Why Clearly Canadian? Why not relaunch...I don’t know, SKIDZ? Are SKIDZ still around?
Clearly Canadian is a part of North American culture and identity—just like San Pellegrino is to Italy or Perrier is to France. Saving Clearly Canadian is literally saving a part of ourselves: It is pure instinct. I do not know what SKIDZ is?

Probably best to forget about SKIDZ, anyway. As awareness of your campaign has grown, it seems interest has as well. Why do you think people have an attachment to Clearly Canadian?
Clearly Canadian is a part of the culture that made up Gen X and, to some extent, their parents. Like Coca-Cola or Snickers, Clearly is a cultural marker for millions of North Americans. But most people were completely unaware it was not still in large production, so it is very natural to want to bring back something that they identified with dearly growing up.

It may seem funny to millennials what the fuss is about, but throughout the '90s there was only Snapple and Clearly Canadian. Growing up, we didn't have the super-wide variety of choices that everyone does today when looking for an alternative beverage. Clearly Canadian was the first.

What is your personal attachment to Clearly Canadian as a brand? Do you have any fond Clearly Canadian memories?
I sure do; I would not have gotten involved if it was not personal. My mother used to stock Wild Cherry for me, and I would always try to drink it as slow as possible…given it only had 11 ounces.

Why a preorder campaign?
Crowdsourcing allows communities to be built in a way that was not possible 10 years ago for any myriad of reasons. Clearly Canadian already has an existing intrinsic community, but they had to be brought together, so that's what we are doing. As a brand, we are very big on community and shared experience, so it was the natural decision to crowdsource the revival.

What is your long-term goal for the brand? Do you see it getting back on store shelves?
The goal is to bring Clearly to those who want it. What does that mean? We will see. If people want to see Clearly on store shelves, it will be important for them to ask for it at their local groceries. Without their direct involvement, everything is speculation.

We all know the line about those who do not learn from history. Why do think things can work differently for the brand this time around?
Let's be clear: Things worked great for Clearly Canadian until success led to some poor decision-making. We can look back on that history and take some very real lessons from it, which we believe we are.
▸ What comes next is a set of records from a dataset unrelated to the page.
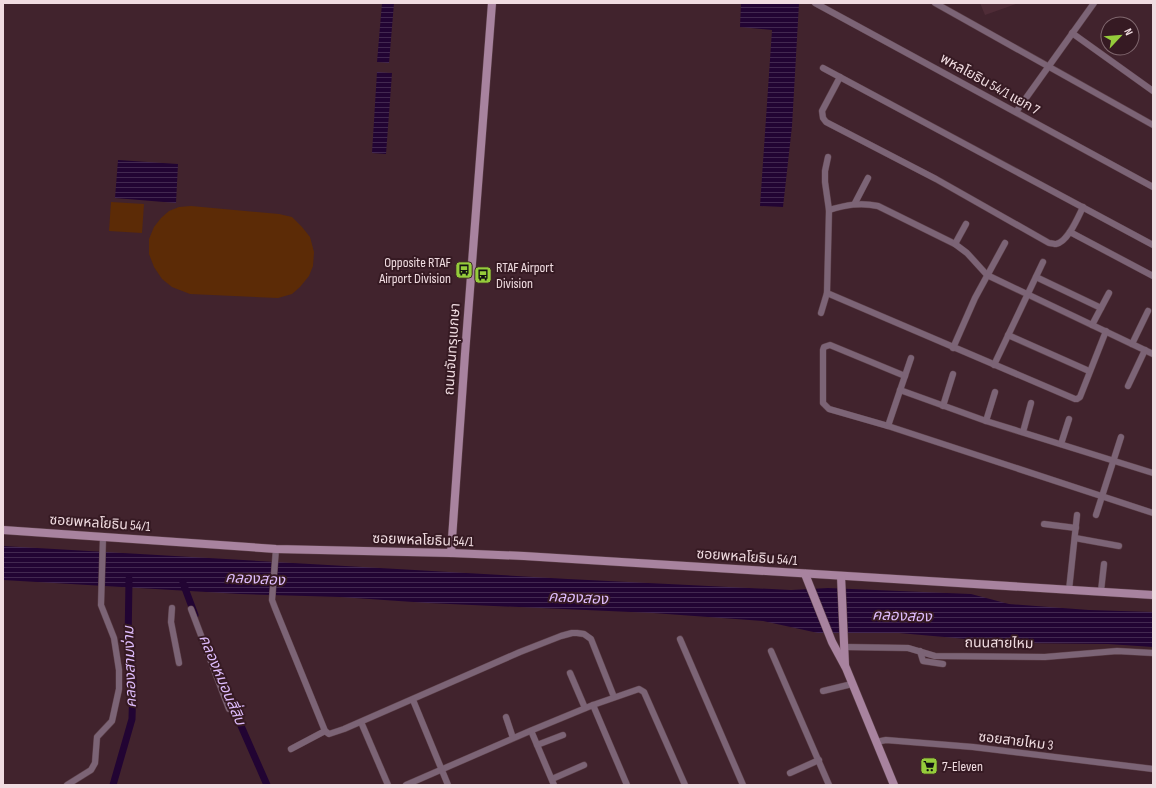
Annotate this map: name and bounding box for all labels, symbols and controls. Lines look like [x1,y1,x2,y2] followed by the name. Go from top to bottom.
[1100,16,1140,56] north arrow
[1121,26,1136,37] text: N
[937,50,1043,119] street label: พหลโยธิน 54/1 แยก 7
[378,254,451,287] place label: Opposite RTAF Airport Division
[496,259,554,292] place label: RTAF Airport Division
[454,260,474,280] bus stop icon: Opposite RTAF Airport Division
[473,265,493,285] bus stop icon: RTAF Airport Division
[440,302,464,396] street label: ถนนจันทรุเบกษา
[49,511,151,535] street label: ซอยพหลโยธิน 54/1
[372,530,474,550] street label: ซอยพหลโยธิน 54/1
[696,545,798,569] street label: ซอยพหลโยธิน 54/1
[225,568,286,590] water label: คลองสอง
[548,587,609,609] water label: คลองสอง
[872,605,933,627] water label: คลองสอง
[119,624,141,708] water label: คลองสามง่าม
[194,631,252,729] water label: คลองหมอนสี่สิบ
[965,634,1033,652] street label: ถนนสายไหม
[978,728,1055,754] street label: ซอยสายไหม 3
[919,756,939,776] supermarket icon: 7-Eleven
[942,758,983,775] place label: 7-Eleven

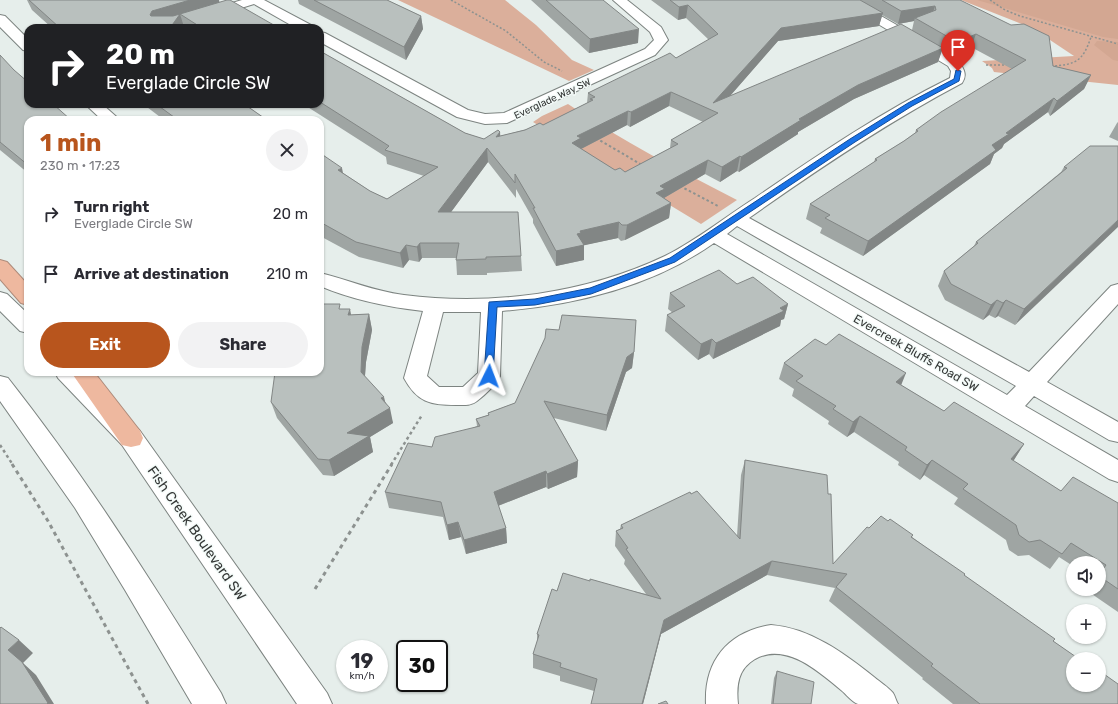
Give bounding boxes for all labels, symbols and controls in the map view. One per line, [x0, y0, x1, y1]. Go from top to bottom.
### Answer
pin [941, 30, 975, 71]
icon: arrive [947, 36, 969, 58]
text: 20 m [106, 38, 175, 71]
icon: right [40, 40, 92, 92]
text: Everglade Circle SW [106, 72, 271, 94]
street label: Everglade Way SW [512, 76, 593, 122]
text: 1 min [40, 129, 101, 157]
button: close [266, 129, 308, 171]
text: 230 m · 17:23 [40, 158, 120, 173]
text: Turn right [74, 198, 149, 216]
icon: right [40, 203, 62, 225]
text: 20 m [273, 205, 308, 223]
text: Everglade Circle SW [74, 216, 193, 231]
icon: arrive [40, 263, 62, 285]
text: Arrive at destination [74, 265, 229, 283]
text: 210 m [266, 265, 308, 283]
street label: Evercreek Bluffs Road SW [851, 311, 981, 395]
button: Exit [40, 322, 170, 368]
button: Share [178, 322, 308, 368]
position arrow [468, 355, 510, 397]
street label: Fish Creek Boulevard SW [144, 463, 249, 604]
map controls [1066, 556, 1106, 692]
button: sound [1066, 556, 1106, 596]
button: + [1066, 604, 1106, 644]
speed limit sign: 30 [396, 640, 448, 692]
text: 19 [351, 649, 373, 673]
button: − [1066, 652, 1106, 692]
text: km/h [350, 670, 374, 682]

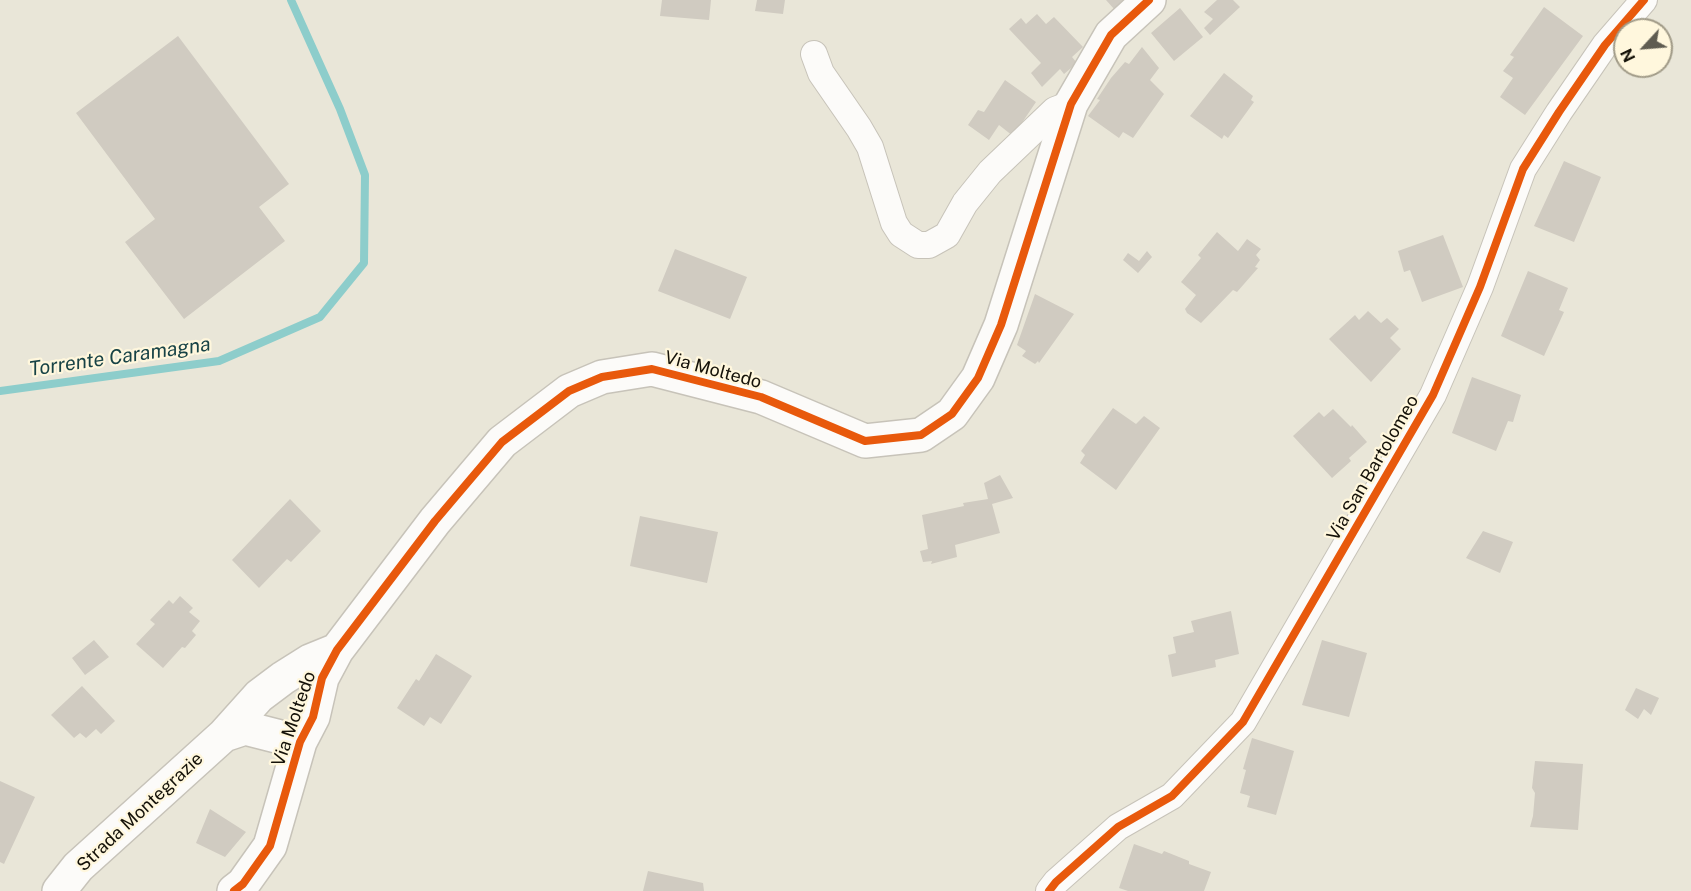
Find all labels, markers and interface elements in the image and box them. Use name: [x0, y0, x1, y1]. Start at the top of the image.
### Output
north arrow: [1613, 18, 1673, 78]
text: N: [1617, 45, 1639, 65]
water label: Torrente Caramagna: [28, 332, 212, 382]
street label: Via Moltedo: [662, 347, 764, 393]
street label: Via San Bartolomeo: [1323, 391, 1423, 545]
street label: Via Moltedo: [268, 668, 320, 770]
street label: Strada Montegrazie: [72, 748, 208, 876]

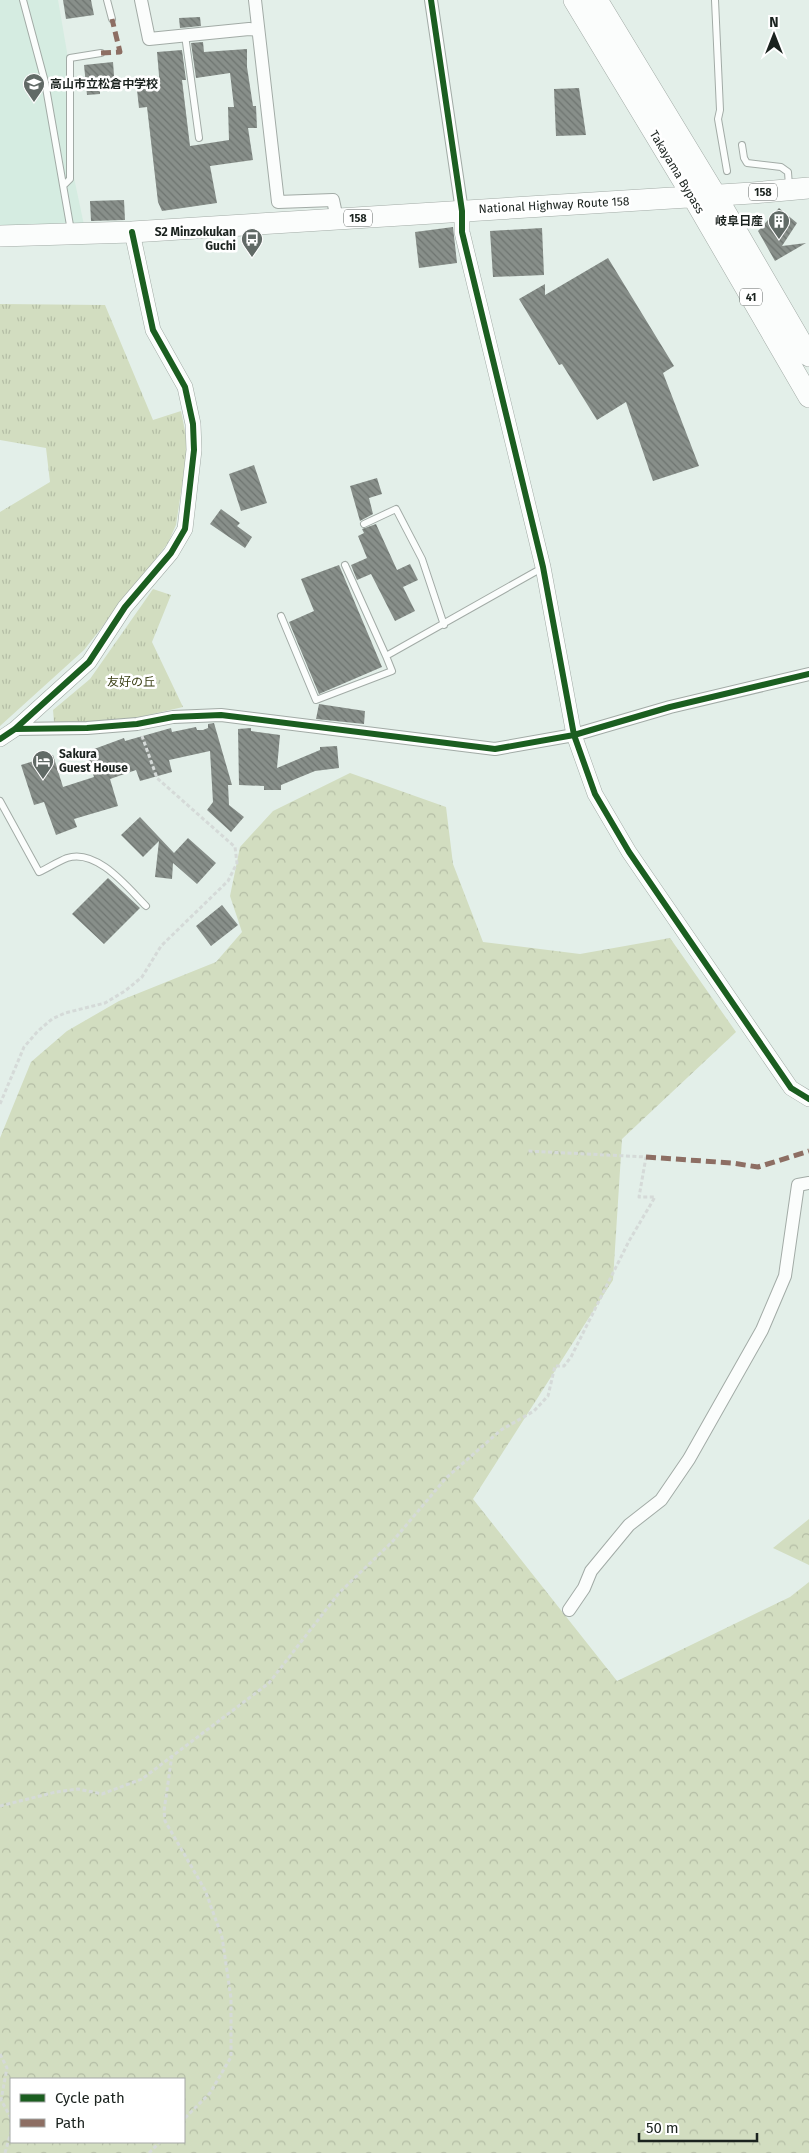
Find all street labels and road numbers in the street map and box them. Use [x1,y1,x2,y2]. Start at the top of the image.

Clearly is returning to her roots: Staying focused on shared experience, great authentic products and not fixing what isn't broken—keeping balanced.

And of course, I have to ask about Clearly Canadian’s strange spinoff drink, Orbitz. What are the chances of bringing that back?
There is a chance—but a slim chance. We have a lot more research to do to make it happen; that production knowledge has literally been lost to the hands of time.